**Problem description**. Begin at the line with "For a GIS import: Give" and write out every line after it, exactly, through the last line below, adding nothing.

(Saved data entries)

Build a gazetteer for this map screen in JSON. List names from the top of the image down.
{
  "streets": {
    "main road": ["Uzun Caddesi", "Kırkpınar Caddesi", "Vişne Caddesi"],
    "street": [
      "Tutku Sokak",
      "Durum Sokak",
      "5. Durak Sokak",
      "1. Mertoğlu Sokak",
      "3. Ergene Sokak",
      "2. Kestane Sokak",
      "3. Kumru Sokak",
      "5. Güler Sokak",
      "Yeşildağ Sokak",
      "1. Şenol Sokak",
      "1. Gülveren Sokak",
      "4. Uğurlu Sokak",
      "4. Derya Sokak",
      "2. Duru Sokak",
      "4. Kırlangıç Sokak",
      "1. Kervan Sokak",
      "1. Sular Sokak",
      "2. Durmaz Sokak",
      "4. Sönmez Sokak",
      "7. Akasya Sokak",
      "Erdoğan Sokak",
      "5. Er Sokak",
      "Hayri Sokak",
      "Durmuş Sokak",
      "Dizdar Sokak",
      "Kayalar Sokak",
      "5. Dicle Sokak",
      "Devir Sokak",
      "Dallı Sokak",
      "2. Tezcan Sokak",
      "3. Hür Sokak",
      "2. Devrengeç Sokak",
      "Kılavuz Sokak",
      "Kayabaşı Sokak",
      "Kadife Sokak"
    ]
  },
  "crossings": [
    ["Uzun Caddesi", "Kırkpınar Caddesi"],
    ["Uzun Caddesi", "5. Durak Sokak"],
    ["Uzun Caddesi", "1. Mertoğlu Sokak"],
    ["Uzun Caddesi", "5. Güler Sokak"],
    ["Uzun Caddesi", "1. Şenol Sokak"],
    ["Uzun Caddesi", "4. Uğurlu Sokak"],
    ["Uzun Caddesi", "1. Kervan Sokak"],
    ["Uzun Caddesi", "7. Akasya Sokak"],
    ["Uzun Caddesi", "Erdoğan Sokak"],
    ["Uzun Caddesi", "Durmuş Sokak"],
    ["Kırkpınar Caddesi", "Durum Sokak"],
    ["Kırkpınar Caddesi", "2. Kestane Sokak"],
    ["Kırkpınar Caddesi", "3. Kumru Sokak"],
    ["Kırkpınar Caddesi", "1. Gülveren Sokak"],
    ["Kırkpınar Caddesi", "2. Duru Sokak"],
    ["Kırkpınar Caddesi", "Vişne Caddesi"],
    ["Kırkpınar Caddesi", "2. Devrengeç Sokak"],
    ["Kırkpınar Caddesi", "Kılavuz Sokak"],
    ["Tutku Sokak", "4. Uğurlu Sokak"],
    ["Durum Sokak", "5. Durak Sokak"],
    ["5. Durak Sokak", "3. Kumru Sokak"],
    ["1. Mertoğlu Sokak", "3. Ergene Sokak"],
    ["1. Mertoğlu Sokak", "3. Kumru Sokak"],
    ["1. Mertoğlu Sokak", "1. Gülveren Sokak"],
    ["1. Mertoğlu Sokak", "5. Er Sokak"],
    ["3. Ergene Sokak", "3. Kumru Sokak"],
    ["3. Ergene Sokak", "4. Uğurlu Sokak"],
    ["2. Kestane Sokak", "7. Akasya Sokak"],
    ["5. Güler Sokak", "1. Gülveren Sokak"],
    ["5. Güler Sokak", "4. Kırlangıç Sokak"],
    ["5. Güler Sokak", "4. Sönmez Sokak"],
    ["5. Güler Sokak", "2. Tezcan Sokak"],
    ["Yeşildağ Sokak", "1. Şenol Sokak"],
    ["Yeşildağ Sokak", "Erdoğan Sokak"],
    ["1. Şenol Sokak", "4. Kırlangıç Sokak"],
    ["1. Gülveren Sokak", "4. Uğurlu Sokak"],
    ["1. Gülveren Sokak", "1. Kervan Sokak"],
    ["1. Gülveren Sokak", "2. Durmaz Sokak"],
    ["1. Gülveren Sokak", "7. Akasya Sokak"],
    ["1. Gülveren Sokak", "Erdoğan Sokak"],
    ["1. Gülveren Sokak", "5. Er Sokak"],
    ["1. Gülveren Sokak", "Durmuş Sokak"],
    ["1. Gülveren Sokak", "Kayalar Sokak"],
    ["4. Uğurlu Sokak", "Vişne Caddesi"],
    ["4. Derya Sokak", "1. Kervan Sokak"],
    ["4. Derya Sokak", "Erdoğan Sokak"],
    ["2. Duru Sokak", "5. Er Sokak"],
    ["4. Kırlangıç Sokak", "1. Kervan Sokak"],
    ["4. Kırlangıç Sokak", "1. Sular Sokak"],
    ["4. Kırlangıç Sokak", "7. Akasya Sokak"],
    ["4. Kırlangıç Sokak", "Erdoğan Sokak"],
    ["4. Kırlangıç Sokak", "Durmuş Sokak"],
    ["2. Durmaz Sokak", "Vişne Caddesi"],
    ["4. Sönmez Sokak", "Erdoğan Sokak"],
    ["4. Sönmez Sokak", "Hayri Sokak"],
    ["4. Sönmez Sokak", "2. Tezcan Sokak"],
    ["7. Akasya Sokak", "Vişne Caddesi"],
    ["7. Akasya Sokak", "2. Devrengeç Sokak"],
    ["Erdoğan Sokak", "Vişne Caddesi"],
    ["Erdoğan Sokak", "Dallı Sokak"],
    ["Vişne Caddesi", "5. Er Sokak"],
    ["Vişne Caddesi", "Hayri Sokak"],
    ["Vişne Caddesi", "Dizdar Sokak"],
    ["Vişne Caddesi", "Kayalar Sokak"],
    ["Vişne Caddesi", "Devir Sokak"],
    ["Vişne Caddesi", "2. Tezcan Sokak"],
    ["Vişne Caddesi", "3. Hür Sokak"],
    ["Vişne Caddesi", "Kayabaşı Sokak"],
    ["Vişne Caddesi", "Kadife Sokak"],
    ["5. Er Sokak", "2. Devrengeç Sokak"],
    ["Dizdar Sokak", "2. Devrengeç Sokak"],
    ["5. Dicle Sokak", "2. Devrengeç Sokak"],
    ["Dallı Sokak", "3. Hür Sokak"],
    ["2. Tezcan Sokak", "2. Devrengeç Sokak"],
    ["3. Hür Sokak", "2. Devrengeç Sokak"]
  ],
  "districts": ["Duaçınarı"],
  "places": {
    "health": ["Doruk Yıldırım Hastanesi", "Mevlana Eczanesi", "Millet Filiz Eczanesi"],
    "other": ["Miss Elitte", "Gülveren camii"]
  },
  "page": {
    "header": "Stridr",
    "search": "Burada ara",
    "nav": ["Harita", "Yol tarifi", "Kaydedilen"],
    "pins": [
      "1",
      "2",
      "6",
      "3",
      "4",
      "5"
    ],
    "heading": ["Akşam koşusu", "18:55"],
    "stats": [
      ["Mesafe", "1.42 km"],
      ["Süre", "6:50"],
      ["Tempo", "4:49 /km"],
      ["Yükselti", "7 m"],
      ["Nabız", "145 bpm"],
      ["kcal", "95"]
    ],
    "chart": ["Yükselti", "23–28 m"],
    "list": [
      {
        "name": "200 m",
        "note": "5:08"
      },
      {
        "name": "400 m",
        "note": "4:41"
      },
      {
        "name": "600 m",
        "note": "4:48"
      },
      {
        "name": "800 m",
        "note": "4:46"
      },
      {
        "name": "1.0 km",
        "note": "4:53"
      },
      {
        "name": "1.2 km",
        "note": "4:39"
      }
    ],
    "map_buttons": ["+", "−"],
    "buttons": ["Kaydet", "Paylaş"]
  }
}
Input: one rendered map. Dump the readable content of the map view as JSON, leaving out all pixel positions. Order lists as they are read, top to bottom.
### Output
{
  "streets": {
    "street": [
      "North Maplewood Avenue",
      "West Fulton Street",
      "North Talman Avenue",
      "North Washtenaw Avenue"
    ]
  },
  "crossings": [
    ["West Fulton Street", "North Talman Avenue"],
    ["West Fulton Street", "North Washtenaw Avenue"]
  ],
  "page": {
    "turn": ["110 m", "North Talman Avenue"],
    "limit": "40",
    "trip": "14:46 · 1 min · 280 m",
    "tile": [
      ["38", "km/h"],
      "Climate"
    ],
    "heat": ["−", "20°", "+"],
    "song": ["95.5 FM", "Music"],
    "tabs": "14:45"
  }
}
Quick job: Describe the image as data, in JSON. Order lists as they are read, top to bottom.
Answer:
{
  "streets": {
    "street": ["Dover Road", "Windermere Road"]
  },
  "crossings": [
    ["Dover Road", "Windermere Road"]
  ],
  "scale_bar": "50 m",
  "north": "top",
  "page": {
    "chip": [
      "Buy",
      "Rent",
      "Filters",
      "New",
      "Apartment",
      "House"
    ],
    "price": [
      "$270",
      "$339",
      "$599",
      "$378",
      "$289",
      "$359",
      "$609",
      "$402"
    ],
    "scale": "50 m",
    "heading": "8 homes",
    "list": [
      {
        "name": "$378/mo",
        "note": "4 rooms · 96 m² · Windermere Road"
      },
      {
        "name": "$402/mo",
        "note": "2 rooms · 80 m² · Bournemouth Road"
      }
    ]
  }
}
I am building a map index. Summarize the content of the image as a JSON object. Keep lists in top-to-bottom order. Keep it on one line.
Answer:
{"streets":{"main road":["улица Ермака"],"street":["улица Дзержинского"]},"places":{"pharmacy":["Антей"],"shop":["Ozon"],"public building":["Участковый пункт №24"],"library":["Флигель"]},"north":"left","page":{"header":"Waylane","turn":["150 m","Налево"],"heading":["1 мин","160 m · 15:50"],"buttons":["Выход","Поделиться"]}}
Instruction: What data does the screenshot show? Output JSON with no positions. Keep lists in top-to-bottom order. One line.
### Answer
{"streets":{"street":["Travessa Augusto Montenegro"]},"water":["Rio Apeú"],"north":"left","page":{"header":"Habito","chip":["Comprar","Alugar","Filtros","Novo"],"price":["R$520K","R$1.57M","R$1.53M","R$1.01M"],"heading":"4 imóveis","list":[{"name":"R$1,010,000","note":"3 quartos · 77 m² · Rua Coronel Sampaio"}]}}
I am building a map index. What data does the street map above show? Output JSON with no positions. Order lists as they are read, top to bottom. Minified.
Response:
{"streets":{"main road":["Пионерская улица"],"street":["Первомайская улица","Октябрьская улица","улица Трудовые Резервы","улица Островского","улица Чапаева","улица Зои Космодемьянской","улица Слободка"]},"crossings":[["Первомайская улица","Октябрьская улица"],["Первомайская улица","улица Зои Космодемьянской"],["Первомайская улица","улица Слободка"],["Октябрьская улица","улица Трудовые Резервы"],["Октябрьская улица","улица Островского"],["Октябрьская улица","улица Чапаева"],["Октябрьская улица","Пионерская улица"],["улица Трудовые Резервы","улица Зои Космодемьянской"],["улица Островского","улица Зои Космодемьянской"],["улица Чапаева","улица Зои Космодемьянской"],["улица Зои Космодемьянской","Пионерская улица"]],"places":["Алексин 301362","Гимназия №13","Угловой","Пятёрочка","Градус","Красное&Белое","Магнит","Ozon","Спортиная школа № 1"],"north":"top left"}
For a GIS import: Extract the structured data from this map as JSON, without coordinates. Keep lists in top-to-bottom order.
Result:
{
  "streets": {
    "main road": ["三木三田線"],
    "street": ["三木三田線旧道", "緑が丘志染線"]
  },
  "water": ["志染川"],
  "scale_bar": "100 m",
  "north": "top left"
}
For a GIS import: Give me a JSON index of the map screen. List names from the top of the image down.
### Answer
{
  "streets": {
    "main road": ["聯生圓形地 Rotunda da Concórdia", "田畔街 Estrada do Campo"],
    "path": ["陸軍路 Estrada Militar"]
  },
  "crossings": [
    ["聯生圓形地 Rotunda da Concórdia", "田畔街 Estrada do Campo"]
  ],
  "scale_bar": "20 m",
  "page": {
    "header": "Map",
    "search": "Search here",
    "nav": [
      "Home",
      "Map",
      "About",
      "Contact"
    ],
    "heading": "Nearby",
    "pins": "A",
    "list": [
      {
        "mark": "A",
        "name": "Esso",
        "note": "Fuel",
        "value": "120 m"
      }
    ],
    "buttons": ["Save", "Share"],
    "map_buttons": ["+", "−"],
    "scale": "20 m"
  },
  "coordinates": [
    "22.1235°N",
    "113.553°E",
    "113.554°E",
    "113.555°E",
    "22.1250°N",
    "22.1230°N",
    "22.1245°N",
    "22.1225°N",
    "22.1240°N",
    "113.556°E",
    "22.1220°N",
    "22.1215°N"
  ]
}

**Task solution**.
For a GIS import: Give me a JSON index of the map screen. List names from the top of the image down.
### Answer
{
  "streets": {
    "main road": ["聯生圓形地 Rotunda da Concórdia", "田畔街 Estrada do Campo"],
    "path": ["陸軍路 Estrada Militar"]
  },
  "crossings": [
    ["聯生圓形地 Rotunda da Concórdia", "田畔街 Estrada do Campo"]
  ],
  "scale_bar": "20 m",
  "page": {
    "header": "Map",
    "search": "Search here",
    "nav": [
      "Home",
      "Map",
      "About",
      "Contact"
    ],
    "heading": "Nearby",
    "pins": "A",
    "list": [
      {
        "mark": "A",
        "name": "Esso",
        "note": "Fuel",
        "value": "120 m"
      }
    ],
    "buttons": ["Save", "Share"],
    "map_buttons": ["+", "−"],
    "scale": "20 m"
  },
  "coordinates": [
    "22.1235°N",
    "113.553°E",
    "113.554°E",
    "113.555°E",
    "22.1250°N",
    "22.1230°N",
    "22.1245°N",
    "22.1225°N",
    "22.1240°N",
    "113.556°E",
    "22.1220°N",
    "22.1215°N"
  ]
}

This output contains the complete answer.